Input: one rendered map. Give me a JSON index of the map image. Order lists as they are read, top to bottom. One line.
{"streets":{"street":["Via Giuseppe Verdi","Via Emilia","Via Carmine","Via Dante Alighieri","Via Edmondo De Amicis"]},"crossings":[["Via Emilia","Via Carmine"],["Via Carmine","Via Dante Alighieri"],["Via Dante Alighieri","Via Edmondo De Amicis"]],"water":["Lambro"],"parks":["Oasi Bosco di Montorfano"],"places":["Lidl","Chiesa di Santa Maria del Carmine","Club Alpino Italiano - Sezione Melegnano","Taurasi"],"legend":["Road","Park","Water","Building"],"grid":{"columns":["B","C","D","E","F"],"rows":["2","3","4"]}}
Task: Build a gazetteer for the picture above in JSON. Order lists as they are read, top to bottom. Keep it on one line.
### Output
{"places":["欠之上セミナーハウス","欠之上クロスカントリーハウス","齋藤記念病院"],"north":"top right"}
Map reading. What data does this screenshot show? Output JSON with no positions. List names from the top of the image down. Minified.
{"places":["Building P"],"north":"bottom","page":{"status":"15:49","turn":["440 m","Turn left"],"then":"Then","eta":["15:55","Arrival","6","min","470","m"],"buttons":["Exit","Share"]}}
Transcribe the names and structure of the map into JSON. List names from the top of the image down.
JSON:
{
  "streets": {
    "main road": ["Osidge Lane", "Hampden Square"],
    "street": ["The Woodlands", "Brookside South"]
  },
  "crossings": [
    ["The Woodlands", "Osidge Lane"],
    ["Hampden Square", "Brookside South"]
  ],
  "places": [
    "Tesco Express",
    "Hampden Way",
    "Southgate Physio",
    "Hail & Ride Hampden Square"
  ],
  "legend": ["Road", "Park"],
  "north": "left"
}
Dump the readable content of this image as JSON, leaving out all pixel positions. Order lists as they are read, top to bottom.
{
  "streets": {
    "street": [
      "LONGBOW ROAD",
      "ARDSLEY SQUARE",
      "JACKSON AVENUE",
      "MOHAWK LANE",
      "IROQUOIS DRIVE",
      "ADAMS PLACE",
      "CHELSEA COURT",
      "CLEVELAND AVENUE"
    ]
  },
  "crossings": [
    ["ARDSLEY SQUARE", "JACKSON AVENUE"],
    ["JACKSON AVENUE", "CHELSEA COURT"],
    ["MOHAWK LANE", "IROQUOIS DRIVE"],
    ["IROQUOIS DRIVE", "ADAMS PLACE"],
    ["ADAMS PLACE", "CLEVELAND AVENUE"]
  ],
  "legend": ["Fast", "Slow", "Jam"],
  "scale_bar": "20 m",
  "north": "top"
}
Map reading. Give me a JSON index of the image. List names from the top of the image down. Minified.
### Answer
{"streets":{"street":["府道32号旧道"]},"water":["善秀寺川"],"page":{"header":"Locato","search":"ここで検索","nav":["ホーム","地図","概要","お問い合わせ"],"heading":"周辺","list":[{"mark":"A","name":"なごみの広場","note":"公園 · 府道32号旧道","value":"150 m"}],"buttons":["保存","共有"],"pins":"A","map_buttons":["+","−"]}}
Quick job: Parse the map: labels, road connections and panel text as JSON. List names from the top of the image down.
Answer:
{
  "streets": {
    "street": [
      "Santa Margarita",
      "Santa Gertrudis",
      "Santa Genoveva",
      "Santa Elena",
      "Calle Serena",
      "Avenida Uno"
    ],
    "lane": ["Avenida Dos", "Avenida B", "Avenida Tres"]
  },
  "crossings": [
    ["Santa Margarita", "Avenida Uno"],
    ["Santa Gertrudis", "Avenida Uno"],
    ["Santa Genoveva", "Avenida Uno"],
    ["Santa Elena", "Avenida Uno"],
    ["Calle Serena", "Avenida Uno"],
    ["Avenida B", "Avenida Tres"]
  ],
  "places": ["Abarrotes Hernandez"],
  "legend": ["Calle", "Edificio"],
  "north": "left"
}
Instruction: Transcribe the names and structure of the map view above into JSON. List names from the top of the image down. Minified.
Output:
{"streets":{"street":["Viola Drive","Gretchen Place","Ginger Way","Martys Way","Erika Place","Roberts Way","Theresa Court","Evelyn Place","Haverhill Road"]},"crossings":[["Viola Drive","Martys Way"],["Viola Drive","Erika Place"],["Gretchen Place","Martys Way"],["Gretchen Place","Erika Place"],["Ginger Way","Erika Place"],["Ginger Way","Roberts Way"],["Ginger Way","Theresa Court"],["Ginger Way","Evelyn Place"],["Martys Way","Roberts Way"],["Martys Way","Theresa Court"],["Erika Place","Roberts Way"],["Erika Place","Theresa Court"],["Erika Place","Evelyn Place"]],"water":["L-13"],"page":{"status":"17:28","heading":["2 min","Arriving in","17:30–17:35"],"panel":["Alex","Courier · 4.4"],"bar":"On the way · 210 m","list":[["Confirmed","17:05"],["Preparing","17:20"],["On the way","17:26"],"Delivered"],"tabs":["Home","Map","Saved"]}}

* * *

EXERCISE INSTRUCTIONS:
Please return every line of the material above that includes "into".

RESULT OF THE TASK:
Transcribe the names and structure of the map into JSON. List names from the top of the image down.
Instruction: Transcribe the names and structure of the map view above into JSON. List names from the top of the image down. Minified.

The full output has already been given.